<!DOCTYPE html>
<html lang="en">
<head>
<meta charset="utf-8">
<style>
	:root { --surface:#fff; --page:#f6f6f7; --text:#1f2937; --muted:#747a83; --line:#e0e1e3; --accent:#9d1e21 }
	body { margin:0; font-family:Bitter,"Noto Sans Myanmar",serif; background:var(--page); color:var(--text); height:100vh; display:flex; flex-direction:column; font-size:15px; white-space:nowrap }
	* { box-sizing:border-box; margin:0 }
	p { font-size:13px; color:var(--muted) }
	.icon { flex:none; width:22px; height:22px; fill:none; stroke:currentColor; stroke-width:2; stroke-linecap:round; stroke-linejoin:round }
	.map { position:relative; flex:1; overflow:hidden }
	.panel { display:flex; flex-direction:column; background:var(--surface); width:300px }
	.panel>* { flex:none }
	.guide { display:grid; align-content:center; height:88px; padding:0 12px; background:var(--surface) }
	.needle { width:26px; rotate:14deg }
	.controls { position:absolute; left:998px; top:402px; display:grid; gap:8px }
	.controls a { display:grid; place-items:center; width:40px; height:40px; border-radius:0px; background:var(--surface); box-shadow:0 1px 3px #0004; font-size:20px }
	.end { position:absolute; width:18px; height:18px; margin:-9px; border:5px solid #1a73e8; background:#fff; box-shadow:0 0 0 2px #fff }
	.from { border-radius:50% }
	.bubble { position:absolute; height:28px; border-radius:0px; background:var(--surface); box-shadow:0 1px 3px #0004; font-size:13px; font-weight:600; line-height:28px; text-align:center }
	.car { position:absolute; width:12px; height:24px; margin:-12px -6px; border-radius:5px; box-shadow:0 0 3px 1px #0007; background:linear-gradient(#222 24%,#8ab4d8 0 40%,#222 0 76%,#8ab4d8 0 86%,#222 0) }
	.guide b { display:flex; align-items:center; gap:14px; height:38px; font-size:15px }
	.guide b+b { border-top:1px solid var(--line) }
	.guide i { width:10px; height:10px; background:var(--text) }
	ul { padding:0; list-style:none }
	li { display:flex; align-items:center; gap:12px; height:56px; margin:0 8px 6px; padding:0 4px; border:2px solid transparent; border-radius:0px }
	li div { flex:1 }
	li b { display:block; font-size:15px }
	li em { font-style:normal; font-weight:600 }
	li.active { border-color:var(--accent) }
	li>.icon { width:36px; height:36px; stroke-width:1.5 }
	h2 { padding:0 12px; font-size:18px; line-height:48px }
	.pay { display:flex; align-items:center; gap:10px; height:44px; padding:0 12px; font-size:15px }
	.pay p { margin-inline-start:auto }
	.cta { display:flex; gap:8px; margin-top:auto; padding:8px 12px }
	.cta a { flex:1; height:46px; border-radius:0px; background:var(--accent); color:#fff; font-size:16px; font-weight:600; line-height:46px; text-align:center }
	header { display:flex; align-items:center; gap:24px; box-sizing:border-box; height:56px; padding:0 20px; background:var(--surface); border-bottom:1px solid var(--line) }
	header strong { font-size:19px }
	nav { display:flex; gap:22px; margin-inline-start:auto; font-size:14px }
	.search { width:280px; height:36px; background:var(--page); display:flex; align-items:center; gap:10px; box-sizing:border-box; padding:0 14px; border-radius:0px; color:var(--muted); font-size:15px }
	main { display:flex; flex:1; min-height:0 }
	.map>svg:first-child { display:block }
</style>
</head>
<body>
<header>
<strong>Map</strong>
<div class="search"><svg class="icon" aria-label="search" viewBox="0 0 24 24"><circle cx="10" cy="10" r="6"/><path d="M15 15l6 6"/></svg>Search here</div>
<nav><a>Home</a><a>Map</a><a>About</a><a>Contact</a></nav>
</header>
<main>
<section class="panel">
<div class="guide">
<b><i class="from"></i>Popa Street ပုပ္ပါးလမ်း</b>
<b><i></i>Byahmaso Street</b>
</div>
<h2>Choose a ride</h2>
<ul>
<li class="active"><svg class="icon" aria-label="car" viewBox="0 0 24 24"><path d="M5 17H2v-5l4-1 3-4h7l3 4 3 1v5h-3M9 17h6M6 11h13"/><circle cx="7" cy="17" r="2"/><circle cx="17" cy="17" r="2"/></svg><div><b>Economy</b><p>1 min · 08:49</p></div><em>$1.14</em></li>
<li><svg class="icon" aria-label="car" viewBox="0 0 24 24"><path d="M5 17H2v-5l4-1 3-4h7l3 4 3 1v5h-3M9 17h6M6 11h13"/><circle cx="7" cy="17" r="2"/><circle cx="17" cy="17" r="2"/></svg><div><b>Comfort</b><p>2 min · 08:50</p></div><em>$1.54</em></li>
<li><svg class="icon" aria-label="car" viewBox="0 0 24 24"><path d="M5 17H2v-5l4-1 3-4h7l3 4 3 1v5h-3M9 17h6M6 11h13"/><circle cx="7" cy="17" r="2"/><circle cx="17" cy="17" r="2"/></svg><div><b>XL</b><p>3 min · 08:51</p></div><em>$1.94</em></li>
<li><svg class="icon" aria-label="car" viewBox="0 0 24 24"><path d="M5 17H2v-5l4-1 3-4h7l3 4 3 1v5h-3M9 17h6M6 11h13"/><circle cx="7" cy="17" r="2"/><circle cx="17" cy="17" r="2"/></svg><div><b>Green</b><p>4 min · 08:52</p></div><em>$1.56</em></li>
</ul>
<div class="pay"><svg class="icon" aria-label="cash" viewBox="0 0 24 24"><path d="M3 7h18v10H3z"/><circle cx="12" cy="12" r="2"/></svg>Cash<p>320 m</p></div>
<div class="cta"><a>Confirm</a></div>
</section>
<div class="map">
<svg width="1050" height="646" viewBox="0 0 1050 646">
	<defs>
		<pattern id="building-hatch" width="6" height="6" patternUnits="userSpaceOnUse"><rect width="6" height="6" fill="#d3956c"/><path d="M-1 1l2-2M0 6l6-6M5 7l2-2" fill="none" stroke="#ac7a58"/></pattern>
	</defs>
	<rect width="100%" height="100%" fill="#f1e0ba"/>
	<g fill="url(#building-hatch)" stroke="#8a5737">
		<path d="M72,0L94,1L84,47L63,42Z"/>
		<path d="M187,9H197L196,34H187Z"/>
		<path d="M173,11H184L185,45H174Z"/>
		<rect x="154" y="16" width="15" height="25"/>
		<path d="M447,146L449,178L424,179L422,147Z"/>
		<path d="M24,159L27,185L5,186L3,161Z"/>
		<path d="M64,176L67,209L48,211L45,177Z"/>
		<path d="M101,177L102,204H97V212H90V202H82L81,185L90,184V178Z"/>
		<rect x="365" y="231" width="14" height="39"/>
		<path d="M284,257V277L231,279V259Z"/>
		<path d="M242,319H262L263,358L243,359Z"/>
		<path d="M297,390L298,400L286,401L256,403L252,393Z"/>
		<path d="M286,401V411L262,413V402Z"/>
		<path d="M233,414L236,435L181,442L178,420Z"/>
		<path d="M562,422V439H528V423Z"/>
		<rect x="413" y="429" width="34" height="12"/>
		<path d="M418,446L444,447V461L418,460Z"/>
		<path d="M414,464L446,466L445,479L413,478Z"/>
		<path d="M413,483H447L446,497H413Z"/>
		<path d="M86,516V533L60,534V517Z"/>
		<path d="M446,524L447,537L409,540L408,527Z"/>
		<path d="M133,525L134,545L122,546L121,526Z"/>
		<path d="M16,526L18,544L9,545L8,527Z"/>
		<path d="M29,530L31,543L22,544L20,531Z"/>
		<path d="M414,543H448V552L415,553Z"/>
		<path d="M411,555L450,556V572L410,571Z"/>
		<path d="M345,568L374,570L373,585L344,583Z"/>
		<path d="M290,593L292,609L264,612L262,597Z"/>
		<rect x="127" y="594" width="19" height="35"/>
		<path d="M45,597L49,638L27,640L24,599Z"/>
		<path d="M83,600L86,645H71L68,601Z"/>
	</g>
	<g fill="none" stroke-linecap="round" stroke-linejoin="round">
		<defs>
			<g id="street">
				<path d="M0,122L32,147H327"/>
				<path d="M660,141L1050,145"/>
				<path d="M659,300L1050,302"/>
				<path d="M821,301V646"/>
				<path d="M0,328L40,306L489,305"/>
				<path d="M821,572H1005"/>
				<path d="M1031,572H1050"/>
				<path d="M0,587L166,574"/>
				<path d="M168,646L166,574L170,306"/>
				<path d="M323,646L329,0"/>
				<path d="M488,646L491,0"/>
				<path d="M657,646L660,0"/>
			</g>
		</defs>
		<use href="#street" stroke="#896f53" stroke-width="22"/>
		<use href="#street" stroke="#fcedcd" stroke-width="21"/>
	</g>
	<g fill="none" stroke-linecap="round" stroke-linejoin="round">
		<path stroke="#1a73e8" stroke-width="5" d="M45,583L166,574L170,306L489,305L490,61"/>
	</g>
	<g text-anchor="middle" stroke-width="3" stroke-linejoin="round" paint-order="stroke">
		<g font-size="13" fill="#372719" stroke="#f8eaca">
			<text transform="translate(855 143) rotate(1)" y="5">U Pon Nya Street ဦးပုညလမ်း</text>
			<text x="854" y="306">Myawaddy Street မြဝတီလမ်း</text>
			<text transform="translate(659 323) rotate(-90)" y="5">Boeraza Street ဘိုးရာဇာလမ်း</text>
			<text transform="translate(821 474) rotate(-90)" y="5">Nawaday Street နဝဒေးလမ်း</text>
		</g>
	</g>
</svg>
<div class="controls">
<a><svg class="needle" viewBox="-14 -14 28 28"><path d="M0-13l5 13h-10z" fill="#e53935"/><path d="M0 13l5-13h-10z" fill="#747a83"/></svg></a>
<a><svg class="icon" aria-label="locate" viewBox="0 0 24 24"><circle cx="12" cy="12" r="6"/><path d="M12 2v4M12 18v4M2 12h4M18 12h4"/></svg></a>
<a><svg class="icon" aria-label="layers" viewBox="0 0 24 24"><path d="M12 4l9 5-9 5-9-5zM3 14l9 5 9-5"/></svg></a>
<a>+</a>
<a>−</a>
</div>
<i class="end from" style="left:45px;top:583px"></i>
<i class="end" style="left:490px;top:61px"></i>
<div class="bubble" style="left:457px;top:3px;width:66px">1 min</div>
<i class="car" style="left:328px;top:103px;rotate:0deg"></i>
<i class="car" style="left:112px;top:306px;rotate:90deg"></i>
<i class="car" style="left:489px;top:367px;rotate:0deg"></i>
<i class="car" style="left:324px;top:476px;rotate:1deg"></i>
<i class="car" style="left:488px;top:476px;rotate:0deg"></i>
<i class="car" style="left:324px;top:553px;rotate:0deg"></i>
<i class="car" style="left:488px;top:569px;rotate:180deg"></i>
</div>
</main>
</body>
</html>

» TASK TO CARRY OUT:
What is the number of lines in the listing that contain the word "body"? Give that number and nothing else.

» SOLUTION FOR THIS EXERCISE:
3